Nobody Decided Anything in That Meeting
How alignment actually gets built — and why it’s rarely in the room you think
You know the meeting...
The one that ends cleanly. Action items assigned, next steps clear, everyone nodding. These days, an AI-generated summary hits your inbox within about three minutes. It’s crisp, accurate, all the key points captured. Boom.
But somehow, despite all of that, nothing actually changes.
A concern surfaces in a Teams message that never came up in the room. An email lands the next morning that slightly repositions what was agreed. Someone messages you: “I’m not sure that’s actually decided yet.”
Sound familiar? I’d be surprised if it didn’t.
Here’s the thing though; we all know this happens. The question is why we keep acting like the meeting is the only moment that matters.

The meeting is not where decisions get made
I’m not trying to be flippant. Of course, some decisions get made in meetings.
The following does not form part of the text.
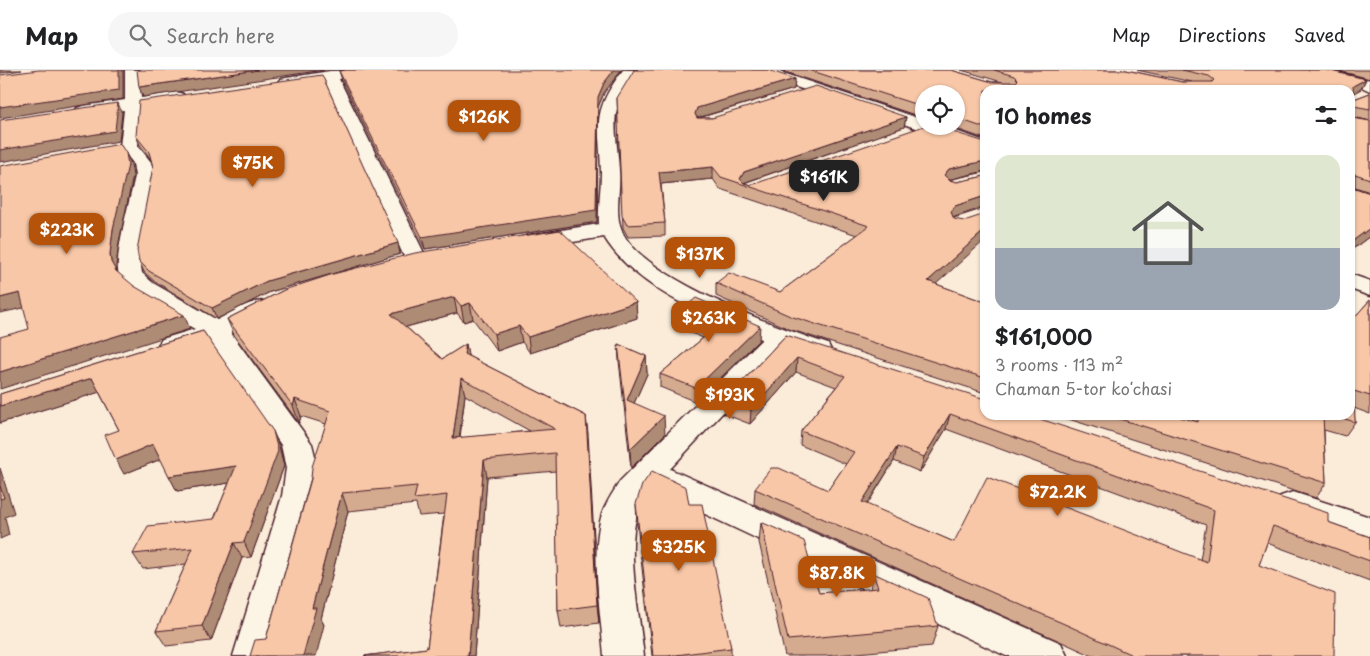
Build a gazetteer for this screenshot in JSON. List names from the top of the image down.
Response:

However, most meetings aren’t where decisions happen. They’re where decisions get announced.
Or performed.
Or deliberately left vague because naming them would force a confrontation nobody was ready for. Yup, I had at least one of those meetings yesterday too!
Think about the last big decision in your org. Where did it actually form?
In most cases, it was one of these:
In a pre-meeting that you may or may not have been invited to. This is the conversation before the conversation. Someone did the rounds. Concerns were surfaced privately. Framing was tested. By the time everyone joined the call, the outcome was already in motion.
In a conversation after the meeting, which was the real verdict on whether something actually landed. “That went well.” or “I’m not sure that resonated.” or “We should probably revisit that.” This is where alignment either consolidates or quietly falls apart.
In a follow-up email that slightly repositions what was agreed. Usually not intentionally political, just someone trying to capture nuance. But whoever writes it shapes the record. Don’t underestimate this one.
Or in a Slack thread where language gets tested before it goes anywhere official, and where the real temperature of a decision becomes visible if you’re paying attention.
So while the AI summary your team received after the meeting was useful, it can only capture what was said, not what was meant. It can’t tell you whose hesitation went unspoken, or whether the nodding heads in the room actually believed what they were agreeing to.
Why this makes some PMs invisible and others indispensable
There are two types of PM when it comes to meetings (and honestly, I’ve been both at different points in my career 😅).
Type 1 treats the meeting as the unit of work. They prepare for it, show up, perform well and move on. Often really articulate and confident in the room. And frequently confused about why their ideas keep not sticking. This was me earlier in my career.
Type 2 understands that the meeting is just one moment in a longer social process. They’re thinking about who needs to feel heard before the room fills. Or the one that needs quiet reassurance that the decision is aligned with their goals. They’re following up with the right person afterwards. They know that the conversation in the corridor after the session is often where the real decision gets made.
Here’s an important reframe that in my view helps you move from being a type 1 to a type 2. Type 2 isn’t ‘political’, or ‘playing the game’ but simply being cognizant of how decisions actually work.
That’s a meaningful distinction. Because a lot of the behaviour I’m describing gets labelled as “playing politics” which gives it a slightly grubby feeling. But it isn’t. It’s reading the system correctly, which is an important skill.
Three things worth changing from tomorrow
I don’t want to just leave you with the observation so here are a few practical shifts:
Prepare differently.
Before an important meeting, the question isn’t just “how do I make my case?” It’s “who in that room hasn’t been heard yet, and what would make this decision actually hold once we’re done?” Those are different questions, and the second one is usually more valuable.
Don’t mistake silence for agreement.
The people who say least in the meeting are often the ones whose buy-in matters most; and the most likely to share their actual view somewhere else, later, when it’s harder to address. If someone has been quiet, follow up.
Treat the follow-up as part of the decision.
What you say, to whom, and in what order after the meeting is where alignment either consolidates or quietly dissolves. This is not admin. This is the work.
The meeting was never really the point
The most important decisions forming in your organisation right now are probably not happening in any scheduled session.
They’re forming in the pre-meeting that happened this morning. In the quick note sent after last week’s planning session. In the follow-up someone is drafting right now.
The PMs who understand this don’t necessarily talk more or perform better in meetings. They just invest their attention differently: in the spaces around the formal moments, where the real work is still happening.